* _TASK BRIEF_: Print exactly those lines that run from the beginning of the data to the line bearing "Find all place", inclusive.

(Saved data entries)
* * * * * * * * *

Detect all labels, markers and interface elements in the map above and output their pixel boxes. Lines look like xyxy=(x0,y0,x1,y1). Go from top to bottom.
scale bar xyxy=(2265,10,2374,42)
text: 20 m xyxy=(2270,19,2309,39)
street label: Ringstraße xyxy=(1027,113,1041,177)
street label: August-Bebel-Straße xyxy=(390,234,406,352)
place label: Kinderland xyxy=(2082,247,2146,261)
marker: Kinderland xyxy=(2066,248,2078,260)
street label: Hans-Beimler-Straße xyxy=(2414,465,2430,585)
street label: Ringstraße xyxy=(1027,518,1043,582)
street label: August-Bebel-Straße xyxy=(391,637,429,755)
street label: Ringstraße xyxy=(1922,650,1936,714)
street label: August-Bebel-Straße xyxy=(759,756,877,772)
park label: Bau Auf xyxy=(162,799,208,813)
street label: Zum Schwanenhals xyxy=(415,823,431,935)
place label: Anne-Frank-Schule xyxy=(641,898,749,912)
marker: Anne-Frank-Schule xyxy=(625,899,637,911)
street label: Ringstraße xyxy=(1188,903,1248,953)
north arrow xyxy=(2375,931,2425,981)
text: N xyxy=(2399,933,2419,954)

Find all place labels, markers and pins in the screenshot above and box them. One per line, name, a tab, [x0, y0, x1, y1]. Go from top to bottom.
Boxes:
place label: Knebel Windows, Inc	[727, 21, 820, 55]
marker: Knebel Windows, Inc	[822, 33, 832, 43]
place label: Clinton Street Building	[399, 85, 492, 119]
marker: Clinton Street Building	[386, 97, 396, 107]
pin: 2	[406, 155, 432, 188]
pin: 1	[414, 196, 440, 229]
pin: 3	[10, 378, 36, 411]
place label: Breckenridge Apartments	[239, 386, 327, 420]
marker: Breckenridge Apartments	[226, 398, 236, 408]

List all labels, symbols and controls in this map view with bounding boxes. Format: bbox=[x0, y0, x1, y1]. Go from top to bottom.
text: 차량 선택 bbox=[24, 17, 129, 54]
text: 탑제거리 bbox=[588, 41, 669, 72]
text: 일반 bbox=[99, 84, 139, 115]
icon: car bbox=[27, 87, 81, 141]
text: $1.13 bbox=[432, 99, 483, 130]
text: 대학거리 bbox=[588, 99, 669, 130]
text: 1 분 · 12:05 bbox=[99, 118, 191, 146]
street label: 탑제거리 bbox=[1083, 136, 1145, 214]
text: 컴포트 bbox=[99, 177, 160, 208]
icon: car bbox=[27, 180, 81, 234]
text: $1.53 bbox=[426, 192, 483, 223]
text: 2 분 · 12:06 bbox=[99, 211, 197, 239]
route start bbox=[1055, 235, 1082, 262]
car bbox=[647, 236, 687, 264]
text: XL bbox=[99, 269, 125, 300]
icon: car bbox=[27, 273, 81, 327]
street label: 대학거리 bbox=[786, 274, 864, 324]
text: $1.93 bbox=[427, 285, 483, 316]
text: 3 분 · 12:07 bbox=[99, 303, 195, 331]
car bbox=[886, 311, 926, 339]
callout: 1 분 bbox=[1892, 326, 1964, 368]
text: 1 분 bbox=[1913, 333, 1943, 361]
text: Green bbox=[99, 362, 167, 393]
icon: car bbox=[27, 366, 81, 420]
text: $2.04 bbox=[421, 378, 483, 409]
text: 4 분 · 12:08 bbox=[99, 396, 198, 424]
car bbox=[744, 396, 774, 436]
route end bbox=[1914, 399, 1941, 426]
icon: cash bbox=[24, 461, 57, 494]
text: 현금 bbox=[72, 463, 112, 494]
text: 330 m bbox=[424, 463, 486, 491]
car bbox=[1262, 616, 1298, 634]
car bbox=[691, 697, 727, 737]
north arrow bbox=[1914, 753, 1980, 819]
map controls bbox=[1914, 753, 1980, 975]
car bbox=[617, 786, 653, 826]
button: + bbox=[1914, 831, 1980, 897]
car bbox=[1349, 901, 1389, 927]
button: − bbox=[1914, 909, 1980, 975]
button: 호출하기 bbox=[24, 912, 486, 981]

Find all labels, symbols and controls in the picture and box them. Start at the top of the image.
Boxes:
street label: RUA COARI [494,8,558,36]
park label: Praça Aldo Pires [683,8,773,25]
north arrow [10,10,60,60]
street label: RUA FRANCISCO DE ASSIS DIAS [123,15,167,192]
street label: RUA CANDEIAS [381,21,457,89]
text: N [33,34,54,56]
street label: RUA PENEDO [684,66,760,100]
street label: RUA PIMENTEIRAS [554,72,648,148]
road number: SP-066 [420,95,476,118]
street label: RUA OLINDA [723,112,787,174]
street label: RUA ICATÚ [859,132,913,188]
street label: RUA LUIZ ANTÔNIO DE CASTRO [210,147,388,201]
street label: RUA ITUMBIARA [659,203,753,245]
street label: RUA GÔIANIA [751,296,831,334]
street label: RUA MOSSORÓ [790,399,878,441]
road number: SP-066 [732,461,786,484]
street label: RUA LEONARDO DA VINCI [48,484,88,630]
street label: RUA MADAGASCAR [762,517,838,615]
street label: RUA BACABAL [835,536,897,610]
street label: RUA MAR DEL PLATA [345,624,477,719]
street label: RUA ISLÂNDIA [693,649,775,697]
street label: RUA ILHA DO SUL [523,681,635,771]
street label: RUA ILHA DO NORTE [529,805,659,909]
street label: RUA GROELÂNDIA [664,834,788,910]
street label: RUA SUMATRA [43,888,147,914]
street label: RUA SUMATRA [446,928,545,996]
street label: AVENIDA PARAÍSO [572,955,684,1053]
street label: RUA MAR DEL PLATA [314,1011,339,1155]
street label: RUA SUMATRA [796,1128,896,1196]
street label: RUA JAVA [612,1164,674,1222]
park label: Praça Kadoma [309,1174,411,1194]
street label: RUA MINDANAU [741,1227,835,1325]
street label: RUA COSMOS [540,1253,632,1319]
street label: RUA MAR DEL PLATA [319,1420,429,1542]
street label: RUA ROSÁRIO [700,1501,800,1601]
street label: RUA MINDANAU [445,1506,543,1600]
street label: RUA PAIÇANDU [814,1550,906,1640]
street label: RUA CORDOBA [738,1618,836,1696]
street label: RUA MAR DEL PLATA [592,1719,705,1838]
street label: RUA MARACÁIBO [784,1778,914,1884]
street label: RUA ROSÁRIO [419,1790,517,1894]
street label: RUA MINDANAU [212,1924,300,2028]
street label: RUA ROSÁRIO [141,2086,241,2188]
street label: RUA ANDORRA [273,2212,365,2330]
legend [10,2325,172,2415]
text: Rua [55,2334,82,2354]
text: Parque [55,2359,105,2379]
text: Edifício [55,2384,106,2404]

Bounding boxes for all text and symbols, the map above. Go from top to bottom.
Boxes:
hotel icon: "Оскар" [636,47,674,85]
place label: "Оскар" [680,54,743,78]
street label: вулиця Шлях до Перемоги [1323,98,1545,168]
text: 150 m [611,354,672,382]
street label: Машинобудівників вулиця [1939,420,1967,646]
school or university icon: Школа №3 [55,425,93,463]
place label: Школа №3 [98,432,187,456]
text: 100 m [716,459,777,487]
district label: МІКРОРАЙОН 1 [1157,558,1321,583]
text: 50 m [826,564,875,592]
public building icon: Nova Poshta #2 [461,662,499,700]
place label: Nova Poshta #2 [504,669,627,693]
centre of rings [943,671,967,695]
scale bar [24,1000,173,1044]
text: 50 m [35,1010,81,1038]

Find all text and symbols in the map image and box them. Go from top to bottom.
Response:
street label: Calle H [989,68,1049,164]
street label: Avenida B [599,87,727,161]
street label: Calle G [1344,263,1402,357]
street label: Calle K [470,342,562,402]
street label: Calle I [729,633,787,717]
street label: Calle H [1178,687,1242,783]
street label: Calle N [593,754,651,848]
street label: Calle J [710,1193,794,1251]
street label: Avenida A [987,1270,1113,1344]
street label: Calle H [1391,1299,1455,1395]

* * * * * * * * *

* _RESPONSE TO THE EXERCISE_:
Detect all labels, markers and interface elements in the map above and output their pixel boxes. Lines look like xyxy=(x0,y0,x1,y1). Go from top to bottom.
scale bar xyxy=(2265,10,2374,42)
text: 20 m xyxy=(2270,19,2309,39)
street label: Ringstraße xyxy=(1027,113,1041,177)
street label: August-Bebel-Straße xyxy=(390,234,406,352)
place label: Kinderland xyxy=(2082,247,2146,261)
marker: Kinderland xyxy=(2066,248,2078,260)
street label: Hans-Beimler-Straße xyxy=(2414,465,2430,585)
street label: Ringstraße xyxy=(1027,518,1043,582)
street label: August-Bebel-Straße xyxy=(391,637,429,755)
street label: Ringstraße xyxy=(1922,650,1936,714)
street label: August-Bebel-Straße xyxy=(759,756,877,772)
park label: Bau Auf xyxy=(162,799,208,813)
street label: Zum Schwanenhals xyxy=(415,823,431,935)
place label: Anne-Frank-Schule xyxy=(641,898,749,912)
marker: Anne-Frank-Schule xyxy=(625,899,637,911)
street label: Ringstraße xyxy=(1188,903,1248,953)
north arrow xyxy=(2375,931,2425,981)
text: N xyxy=(2399,933,2419,954)

Find all place labels, markers and pins in the screenshot above and box them. One per line, name, a tab, [x0, y0, x1, y1]. Go from top to bottom.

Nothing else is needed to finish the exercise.